In [1]:
%cd ..
#%load_ext autoreload
#%autoreload 2
from sklearn.ensemble import RandomForestClassifier
from sklearn.datasets import make_classification
import librosa
import numpy as np

from evoaudio.population import Population
from evoaudio.sample_library import SampleLibrary
from evoaudio.feature_extraction import extract_features_for_window, extract_features_for_windows


c:\Users\justi\coding\Uni\MA


  from .autonotebook import tqdm as notebook_tqdm


### Population to feature vector of shape (n_features)

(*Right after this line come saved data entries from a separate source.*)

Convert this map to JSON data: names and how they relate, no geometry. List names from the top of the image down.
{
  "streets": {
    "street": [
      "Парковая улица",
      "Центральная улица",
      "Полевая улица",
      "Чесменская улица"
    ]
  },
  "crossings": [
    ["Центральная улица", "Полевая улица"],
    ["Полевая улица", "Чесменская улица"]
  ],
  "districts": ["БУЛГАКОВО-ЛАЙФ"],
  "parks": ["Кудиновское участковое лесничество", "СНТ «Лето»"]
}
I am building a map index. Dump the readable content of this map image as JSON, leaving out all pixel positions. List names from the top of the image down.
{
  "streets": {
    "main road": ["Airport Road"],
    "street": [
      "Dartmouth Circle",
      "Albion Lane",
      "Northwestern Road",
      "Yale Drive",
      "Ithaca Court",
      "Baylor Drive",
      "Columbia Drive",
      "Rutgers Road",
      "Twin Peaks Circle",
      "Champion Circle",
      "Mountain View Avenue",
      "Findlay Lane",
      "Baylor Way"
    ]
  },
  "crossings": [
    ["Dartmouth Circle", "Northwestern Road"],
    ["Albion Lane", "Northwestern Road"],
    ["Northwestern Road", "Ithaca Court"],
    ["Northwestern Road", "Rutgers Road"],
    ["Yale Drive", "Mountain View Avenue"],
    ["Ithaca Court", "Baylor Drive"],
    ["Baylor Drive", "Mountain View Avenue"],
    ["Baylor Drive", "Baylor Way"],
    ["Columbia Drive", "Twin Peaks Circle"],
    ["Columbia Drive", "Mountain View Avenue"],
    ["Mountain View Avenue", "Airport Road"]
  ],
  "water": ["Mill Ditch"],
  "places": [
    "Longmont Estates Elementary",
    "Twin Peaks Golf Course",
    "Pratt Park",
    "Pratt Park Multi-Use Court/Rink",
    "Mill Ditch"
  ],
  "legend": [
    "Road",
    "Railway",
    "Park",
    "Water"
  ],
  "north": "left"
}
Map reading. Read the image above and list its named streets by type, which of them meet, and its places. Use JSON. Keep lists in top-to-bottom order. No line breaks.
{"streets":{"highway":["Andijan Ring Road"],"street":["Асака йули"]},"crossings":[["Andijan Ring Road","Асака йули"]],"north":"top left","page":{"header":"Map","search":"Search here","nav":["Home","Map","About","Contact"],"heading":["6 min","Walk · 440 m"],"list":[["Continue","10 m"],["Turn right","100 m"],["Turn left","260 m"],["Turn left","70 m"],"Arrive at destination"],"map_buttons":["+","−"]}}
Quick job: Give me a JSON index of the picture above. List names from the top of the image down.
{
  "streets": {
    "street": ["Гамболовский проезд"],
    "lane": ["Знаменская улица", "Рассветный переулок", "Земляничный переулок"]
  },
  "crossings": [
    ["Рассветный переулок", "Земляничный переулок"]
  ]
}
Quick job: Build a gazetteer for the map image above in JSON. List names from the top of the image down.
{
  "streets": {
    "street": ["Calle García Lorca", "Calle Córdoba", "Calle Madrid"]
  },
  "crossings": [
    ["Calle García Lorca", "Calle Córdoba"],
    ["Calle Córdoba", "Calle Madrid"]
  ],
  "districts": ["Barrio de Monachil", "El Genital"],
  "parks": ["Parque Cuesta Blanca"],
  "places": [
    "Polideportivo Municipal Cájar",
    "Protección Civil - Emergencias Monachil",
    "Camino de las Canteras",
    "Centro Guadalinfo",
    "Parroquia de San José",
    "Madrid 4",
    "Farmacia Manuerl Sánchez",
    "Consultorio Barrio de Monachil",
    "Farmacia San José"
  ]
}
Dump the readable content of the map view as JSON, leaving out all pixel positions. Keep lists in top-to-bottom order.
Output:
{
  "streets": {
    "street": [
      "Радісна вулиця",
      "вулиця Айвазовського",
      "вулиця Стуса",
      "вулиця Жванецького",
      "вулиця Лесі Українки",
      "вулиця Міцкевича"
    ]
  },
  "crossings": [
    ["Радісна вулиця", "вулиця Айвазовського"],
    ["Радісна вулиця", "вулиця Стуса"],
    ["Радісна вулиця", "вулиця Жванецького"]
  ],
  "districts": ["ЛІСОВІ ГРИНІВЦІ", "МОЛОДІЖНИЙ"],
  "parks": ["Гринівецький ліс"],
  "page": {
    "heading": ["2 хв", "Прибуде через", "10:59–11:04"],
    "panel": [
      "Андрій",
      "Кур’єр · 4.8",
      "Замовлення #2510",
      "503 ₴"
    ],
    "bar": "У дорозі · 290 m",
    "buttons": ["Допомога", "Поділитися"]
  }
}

"The following statistics are proposed as approximative features.  
For each instrument and each onset in the approximated
music track, we save the smallest distance between the best
candidate mixture which contains this instrument and the onset
to approximate.  
(pop.best_collections_per_onset)  
  
These smallest distances are kept during the
complete evolutionary loop in an archive and do not represent
the final population only. (TODO!) 
    
Then, we estimate the mean, the
minimum, and the maximum values for each of 51 instrument
and 88 theoretically possible pitches for two different analysis
frames of 10s and 3s. Additionally, we sort the recognised
instruments based on the smallest distances, and assign ranks
to corresponding approximative features, e.g., value of “rang
of acoustic guitar” = 1 means that acoustic guitar had the
smallest mean distance between approximations with this
instrument and unknown onsets in the analysis frame. This
leads to an overall number of feature dimensions equal to
(51 · 3 + 88 · 3 + 51) · 2 = 936."

In [2]:
pop = Population.from_file("30k_gen_nutcracker.pkl")
target, sr = librosa.load(librosa.ex('nutcracker'), duration=30)
lib = SampleLibrary()

Loading samples: 100%|██████████| 6478/6478 [00:16<00:00, 403.26it/s]


In [3]:
## Choose two different analysis frames of 10s and 3s
end_offset = 10 * sr
possible_onsets = len(target) - end_offset
window_start = np.random.randint(low=0, high=possible_onsets)
window_end = window_start + end_offset

## Grab the onsets in those windows, and the associated best records from the population
relevant_collections = [collection for collection in pop.best_collections_per_onset.values() if collection.onset in range(window_start, window_end)]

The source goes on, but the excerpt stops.